2

I want to generate a an array of ordered numbers and then multiply it into another array :

[ [0,1,2,3,4,5] [0,1,2,3,4,5] [0,1,2,3,4,5] ... [0,1,2,3,4,5] ]

I can generate the first [0,1,2,3,4,5] with nums = np.arange(0, 6) but then if I multiply by a number inside a list it just increases the values = [nums* 3] = [0,3,6,9,12,15]. How can I do this ?

3
  • 1
    Makes no sense. When you write multiply, you want to duplicate it X times and store it into a list ? That's not multiplication.
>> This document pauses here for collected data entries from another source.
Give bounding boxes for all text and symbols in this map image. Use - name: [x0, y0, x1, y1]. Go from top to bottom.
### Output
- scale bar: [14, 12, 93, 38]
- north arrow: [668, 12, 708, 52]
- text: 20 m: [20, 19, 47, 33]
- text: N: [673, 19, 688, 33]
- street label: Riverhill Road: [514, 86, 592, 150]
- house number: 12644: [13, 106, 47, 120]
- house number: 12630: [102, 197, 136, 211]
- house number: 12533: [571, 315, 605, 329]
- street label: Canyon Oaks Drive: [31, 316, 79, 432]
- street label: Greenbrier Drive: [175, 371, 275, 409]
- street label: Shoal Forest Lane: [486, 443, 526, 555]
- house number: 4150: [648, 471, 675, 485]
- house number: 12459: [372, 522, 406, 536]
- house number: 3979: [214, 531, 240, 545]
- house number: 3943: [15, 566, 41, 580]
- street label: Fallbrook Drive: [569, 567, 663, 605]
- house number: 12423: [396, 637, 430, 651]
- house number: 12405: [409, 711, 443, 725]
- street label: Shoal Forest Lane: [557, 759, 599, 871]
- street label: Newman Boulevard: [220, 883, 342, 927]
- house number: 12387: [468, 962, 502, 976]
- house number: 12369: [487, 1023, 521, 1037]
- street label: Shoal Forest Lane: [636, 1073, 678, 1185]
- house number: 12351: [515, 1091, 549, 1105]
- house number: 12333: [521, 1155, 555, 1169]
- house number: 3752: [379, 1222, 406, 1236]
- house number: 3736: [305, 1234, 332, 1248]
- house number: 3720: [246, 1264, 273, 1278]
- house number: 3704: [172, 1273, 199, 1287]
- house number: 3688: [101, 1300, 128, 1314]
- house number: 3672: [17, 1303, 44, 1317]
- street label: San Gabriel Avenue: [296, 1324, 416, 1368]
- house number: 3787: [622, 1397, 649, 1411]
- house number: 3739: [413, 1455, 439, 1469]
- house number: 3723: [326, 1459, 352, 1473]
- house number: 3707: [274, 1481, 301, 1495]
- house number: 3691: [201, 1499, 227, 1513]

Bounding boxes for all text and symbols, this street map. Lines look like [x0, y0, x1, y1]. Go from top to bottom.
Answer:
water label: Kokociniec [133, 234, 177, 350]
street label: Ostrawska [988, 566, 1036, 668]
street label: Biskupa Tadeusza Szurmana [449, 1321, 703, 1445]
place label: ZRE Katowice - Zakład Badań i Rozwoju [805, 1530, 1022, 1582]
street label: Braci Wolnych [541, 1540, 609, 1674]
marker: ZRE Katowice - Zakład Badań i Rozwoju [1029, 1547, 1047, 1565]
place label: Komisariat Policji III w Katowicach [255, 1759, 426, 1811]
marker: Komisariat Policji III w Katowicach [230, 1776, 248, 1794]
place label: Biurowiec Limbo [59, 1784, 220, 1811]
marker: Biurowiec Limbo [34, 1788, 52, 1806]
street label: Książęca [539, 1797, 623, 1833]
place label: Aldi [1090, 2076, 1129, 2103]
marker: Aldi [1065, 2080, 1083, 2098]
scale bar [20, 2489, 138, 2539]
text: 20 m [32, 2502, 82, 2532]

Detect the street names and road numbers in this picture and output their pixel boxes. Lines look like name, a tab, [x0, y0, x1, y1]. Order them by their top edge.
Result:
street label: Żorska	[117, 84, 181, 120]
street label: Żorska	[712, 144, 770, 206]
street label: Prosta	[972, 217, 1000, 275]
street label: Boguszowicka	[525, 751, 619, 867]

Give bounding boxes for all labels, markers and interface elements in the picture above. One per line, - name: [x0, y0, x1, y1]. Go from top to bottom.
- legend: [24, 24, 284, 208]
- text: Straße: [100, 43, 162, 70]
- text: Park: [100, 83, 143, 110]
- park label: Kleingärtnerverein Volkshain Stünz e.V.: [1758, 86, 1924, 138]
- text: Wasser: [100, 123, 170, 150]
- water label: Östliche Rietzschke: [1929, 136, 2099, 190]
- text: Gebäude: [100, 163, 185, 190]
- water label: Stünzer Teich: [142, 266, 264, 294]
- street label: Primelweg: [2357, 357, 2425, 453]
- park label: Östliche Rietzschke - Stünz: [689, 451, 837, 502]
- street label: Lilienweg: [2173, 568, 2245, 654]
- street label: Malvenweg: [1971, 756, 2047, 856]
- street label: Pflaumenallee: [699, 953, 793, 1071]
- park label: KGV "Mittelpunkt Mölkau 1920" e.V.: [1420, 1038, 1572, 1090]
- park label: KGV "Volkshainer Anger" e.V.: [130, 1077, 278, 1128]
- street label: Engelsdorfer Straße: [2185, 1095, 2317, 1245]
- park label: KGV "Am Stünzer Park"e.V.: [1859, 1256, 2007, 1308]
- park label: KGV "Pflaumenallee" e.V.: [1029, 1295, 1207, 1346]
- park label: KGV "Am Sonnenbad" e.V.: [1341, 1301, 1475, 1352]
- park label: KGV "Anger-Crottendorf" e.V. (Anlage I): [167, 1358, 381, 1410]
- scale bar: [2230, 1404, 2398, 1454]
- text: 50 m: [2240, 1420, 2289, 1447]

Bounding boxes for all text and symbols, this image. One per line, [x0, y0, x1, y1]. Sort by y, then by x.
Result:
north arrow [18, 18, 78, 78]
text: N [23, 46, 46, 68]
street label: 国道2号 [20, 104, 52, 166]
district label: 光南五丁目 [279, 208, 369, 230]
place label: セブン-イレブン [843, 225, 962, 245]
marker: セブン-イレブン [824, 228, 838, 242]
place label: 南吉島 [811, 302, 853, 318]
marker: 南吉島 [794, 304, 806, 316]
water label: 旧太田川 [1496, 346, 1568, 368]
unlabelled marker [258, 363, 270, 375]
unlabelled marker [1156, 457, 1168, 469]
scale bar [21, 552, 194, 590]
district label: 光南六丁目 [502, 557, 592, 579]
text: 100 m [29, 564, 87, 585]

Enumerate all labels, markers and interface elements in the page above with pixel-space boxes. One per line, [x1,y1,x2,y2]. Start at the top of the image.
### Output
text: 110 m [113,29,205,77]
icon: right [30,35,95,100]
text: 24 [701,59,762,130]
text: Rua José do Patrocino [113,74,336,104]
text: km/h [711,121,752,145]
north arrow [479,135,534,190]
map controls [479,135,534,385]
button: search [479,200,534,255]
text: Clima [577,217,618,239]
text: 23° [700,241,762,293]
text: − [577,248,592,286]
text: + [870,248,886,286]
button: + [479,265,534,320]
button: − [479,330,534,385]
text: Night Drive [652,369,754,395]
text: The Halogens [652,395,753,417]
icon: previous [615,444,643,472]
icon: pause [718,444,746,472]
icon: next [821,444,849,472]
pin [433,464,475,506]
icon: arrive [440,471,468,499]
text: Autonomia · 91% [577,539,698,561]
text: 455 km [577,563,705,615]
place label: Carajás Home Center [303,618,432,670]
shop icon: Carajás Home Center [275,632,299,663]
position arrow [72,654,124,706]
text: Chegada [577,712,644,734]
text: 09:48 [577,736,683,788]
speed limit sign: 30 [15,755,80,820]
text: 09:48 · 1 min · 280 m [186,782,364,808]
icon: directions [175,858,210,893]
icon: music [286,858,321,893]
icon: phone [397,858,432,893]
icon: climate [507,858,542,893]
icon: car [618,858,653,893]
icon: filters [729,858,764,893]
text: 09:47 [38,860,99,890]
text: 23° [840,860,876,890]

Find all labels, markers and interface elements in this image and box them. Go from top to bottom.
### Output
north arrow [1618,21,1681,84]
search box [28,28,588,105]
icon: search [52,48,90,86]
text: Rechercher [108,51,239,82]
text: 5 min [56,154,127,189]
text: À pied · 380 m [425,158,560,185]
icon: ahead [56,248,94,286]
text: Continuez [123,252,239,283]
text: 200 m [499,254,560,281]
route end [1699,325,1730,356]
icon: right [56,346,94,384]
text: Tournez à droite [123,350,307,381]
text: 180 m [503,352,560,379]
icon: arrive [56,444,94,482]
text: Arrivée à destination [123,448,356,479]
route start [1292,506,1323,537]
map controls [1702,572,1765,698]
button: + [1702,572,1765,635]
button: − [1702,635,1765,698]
Commented Jun 21, 2018 at 12:52
  • provide input and expected output Commented Jun 21, 2018 at 12:53
  • np.repeat(np.arange(0, 6), (4, 1)) Commented Jun 21, 2018 at 12:58

3 Answers 3

7

Using numpy methods (numpy.repeat and numpy.expand_dims):

np.repeat(np.expand_dims(np.arange(0,6), axis=0), repeats=5, axis=0)

array([[0, 1, 2, 3, 4, 5],
       [0, 1, 2, 3, 4, 5],
       [0, 1, 2, 3, 4, 5],
       [0, 1, 2, 3, 4, 5],
       [0, 1, 2, 3, 4, 5]])

Or, more simply:

np.repeat([np.arange(0,6)],repeats=5, axis=0)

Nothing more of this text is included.